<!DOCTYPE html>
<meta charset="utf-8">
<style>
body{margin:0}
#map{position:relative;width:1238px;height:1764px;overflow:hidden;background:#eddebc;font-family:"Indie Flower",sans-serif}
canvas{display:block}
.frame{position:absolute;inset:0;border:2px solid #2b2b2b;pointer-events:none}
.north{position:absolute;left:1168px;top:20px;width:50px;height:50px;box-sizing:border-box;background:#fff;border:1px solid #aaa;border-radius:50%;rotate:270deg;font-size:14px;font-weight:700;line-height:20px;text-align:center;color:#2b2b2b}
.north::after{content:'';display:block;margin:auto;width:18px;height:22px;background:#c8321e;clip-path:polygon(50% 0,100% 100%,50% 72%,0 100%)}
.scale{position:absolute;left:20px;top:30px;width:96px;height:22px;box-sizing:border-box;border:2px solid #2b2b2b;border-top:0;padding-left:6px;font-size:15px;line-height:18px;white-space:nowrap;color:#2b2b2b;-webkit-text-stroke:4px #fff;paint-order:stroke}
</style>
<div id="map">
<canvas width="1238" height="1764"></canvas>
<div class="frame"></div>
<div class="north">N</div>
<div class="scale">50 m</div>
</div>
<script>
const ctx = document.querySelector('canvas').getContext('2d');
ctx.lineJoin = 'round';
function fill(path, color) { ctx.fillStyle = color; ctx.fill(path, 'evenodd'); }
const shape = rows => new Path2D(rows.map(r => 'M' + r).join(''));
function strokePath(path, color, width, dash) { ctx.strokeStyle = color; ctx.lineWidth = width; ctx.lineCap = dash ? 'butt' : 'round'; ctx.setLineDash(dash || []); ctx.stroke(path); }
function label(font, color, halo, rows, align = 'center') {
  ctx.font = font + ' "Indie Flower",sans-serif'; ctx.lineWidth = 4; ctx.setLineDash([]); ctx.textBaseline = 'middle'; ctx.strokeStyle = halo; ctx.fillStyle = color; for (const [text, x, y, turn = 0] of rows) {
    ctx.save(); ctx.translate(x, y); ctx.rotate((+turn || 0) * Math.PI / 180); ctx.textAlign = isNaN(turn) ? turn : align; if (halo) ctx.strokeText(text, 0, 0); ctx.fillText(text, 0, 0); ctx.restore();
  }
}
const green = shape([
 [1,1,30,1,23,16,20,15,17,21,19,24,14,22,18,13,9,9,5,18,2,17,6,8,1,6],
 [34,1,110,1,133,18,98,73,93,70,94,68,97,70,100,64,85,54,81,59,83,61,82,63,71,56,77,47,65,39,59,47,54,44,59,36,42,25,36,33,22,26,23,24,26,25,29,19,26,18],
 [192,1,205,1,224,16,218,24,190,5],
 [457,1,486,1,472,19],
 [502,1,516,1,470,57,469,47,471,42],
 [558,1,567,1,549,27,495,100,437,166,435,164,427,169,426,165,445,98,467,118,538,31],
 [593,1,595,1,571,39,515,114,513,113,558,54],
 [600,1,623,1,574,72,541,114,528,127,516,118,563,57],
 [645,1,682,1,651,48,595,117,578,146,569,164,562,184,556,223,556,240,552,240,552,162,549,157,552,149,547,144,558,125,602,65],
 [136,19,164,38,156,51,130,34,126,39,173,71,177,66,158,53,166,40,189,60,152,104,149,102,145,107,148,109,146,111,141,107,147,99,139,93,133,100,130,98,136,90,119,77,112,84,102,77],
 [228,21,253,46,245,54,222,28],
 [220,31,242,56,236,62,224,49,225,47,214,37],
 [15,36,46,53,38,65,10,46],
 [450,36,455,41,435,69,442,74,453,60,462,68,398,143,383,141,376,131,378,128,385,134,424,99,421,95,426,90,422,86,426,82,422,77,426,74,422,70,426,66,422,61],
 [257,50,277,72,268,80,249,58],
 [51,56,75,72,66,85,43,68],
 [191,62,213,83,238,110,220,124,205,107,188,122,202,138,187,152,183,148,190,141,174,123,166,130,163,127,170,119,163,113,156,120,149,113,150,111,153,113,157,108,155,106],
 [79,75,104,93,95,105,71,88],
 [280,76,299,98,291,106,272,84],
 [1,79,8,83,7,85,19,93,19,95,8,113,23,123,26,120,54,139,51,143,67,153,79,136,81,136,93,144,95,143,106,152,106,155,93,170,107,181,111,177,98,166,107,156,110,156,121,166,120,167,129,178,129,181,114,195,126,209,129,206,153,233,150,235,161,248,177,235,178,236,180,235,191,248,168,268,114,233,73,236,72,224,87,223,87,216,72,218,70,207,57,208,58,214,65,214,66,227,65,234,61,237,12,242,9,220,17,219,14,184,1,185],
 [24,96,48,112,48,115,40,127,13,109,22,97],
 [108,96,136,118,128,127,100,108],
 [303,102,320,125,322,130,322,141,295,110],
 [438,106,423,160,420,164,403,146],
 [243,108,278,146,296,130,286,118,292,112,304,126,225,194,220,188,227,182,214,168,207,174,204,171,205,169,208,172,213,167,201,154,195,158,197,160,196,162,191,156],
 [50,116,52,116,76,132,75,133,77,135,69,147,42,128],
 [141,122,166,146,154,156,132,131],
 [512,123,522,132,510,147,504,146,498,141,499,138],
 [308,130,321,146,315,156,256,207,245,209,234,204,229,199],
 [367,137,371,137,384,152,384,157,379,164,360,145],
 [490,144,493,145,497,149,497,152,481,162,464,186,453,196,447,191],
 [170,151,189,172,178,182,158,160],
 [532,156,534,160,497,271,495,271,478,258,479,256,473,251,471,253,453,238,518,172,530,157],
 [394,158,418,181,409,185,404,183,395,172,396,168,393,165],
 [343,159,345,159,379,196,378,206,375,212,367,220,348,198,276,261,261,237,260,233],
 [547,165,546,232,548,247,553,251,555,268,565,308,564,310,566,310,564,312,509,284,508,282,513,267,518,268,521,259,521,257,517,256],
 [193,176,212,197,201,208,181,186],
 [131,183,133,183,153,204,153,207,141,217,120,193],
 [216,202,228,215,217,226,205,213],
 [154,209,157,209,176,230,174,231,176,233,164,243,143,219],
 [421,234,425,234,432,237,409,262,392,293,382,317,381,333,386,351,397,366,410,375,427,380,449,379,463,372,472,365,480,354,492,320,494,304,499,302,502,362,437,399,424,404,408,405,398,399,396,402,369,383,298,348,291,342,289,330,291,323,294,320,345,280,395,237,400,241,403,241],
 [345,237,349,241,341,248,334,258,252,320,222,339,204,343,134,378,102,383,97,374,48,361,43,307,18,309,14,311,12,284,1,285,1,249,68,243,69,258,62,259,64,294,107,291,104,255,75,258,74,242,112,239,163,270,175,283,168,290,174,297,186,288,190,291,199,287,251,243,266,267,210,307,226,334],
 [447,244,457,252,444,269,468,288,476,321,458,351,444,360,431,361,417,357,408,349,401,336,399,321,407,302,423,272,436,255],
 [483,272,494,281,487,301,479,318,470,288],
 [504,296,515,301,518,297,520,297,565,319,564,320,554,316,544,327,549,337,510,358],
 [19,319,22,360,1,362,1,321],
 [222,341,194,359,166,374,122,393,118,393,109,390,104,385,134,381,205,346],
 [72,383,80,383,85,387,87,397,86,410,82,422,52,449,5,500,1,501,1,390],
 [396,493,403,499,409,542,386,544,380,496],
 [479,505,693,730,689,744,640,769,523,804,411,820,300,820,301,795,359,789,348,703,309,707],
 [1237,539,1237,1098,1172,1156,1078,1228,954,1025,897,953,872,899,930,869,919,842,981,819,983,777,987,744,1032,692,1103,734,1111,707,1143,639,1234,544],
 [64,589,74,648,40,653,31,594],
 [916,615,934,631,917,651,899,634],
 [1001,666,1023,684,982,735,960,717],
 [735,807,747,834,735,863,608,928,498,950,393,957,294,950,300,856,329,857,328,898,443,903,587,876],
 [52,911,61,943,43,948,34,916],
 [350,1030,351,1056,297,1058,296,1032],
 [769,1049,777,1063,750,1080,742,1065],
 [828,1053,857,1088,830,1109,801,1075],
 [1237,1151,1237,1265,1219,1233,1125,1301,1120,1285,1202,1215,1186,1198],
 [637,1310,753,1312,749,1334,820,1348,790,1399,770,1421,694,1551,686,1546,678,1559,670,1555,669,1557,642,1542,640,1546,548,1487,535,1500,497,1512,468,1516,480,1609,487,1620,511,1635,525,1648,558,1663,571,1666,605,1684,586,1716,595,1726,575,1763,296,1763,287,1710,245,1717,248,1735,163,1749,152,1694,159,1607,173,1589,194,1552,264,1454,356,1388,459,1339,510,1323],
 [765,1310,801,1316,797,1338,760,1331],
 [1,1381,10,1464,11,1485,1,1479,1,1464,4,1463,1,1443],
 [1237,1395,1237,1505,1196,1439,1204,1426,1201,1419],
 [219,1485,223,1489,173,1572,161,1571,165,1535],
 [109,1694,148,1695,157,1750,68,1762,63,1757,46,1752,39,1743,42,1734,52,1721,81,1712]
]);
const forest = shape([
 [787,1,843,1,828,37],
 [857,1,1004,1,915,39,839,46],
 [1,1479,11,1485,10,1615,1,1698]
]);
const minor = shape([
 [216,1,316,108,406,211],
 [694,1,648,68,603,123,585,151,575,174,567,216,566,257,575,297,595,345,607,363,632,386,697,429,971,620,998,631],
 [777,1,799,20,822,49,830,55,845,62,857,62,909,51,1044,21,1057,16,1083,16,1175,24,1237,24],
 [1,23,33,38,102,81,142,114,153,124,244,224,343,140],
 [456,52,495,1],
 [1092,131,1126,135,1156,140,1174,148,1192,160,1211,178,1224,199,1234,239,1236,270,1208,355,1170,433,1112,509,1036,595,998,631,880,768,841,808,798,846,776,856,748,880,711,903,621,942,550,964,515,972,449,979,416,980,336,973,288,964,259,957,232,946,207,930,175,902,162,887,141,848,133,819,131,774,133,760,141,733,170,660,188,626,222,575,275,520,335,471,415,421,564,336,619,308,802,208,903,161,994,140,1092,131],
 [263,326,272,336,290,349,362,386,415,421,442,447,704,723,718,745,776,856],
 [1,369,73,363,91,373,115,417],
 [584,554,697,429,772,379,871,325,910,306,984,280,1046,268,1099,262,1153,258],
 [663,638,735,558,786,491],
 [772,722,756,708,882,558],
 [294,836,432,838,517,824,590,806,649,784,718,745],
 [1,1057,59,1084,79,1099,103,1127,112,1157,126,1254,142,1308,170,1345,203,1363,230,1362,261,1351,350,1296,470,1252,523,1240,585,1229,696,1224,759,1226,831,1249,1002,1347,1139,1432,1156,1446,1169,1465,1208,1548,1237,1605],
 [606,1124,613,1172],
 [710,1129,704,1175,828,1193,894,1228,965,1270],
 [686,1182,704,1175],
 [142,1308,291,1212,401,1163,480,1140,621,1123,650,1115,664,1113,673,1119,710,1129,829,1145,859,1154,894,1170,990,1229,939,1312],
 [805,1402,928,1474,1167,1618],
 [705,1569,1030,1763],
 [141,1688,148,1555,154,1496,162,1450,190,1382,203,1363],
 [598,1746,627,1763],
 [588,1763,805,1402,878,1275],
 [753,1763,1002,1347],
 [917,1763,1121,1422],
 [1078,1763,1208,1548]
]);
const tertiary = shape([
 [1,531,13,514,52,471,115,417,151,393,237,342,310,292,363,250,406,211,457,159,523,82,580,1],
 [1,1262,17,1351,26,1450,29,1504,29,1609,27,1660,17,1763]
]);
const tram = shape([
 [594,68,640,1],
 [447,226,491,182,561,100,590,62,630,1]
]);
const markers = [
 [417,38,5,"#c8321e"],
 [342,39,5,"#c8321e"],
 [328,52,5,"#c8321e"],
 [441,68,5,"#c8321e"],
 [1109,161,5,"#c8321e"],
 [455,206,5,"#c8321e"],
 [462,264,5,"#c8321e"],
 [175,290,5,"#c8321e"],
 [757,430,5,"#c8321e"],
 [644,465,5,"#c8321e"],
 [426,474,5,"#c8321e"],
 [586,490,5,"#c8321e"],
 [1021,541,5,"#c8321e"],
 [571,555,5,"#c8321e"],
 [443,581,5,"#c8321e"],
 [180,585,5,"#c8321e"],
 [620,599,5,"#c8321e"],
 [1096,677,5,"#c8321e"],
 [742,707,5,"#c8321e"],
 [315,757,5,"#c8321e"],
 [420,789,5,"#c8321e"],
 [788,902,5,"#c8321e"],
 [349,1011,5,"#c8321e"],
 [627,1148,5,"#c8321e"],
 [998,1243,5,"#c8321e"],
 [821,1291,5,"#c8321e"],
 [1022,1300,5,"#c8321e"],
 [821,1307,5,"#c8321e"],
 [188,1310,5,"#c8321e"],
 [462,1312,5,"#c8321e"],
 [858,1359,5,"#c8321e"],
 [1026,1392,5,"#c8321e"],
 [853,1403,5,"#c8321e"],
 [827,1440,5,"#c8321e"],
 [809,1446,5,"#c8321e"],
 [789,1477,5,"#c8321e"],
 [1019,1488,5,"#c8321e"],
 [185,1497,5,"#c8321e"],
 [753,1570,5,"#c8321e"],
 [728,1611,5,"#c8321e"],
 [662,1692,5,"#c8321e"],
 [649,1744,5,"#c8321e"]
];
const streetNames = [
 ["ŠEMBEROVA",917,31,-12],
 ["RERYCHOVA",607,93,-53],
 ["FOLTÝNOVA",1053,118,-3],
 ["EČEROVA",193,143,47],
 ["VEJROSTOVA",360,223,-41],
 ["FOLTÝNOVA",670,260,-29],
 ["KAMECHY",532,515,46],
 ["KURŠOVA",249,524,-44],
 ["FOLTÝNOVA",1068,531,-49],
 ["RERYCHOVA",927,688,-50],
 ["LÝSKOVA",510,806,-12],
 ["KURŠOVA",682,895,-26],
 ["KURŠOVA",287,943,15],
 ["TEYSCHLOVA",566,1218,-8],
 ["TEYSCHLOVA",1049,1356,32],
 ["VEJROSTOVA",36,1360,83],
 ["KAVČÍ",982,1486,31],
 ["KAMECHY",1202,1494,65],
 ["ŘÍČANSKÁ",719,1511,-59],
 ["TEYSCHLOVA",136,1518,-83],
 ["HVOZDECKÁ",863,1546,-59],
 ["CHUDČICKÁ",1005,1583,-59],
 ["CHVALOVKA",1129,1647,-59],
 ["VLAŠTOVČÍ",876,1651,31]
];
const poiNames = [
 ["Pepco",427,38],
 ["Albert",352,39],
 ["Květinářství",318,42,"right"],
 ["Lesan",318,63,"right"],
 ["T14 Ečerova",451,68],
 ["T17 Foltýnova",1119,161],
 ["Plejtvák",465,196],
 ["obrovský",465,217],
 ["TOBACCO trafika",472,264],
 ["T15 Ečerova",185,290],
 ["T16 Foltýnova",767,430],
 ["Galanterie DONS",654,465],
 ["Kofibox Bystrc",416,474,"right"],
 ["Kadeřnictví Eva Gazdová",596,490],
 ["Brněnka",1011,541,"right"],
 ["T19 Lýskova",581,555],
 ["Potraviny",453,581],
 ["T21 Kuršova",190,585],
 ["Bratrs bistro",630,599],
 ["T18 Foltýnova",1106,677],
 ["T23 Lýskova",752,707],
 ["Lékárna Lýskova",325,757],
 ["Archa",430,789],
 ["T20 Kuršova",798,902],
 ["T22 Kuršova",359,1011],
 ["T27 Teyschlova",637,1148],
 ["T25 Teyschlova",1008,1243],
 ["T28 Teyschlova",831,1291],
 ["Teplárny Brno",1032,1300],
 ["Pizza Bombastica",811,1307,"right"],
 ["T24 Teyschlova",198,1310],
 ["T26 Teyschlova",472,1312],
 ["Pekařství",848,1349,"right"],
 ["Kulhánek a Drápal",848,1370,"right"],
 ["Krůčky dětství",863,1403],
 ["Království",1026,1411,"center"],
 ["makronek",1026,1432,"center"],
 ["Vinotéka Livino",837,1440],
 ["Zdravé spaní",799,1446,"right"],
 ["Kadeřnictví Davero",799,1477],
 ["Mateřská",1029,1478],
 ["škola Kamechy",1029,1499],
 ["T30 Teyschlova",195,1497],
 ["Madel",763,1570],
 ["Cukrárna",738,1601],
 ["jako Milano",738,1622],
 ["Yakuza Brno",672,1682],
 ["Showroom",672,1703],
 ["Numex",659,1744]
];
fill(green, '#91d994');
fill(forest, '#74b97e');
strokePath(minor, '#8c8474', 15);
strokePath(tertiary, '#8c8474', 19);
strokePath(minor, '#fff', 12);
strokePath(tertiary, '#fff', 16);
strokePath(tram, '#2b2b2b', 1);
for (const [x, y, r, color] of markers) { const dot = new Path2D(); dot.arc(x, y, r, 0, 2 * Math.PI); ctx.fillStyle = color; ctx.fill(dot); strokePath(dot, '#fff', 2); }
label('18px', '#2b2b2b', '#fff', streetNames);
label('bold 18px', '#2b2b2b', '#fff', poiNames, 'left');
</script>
########################################
**PROBLEM STATEMENT:** Scan the preceding listing for the string "strokeStyle" and copy every line where it occurs.

**RESPONSE AREA:**
function strokePath(path, color, width, dash) { ctx.strokeStyle = color; ctx.lineWidth = width; ctx.lineCap = dash ? 'butt' : 'round'; ctx.setLineDash(dash || []); ctx.stroke(path); }
  ctx.font = font + ' "Indie Flower",sans-serif'; ctx.lineWidth = 4; ctx.setLineDash([]); ctx.textBaseline = 'middle'; ctx.strokeStyle = halo; ctx.fillStyle = color; for (const [text, x, y, turn = 0] of rows) {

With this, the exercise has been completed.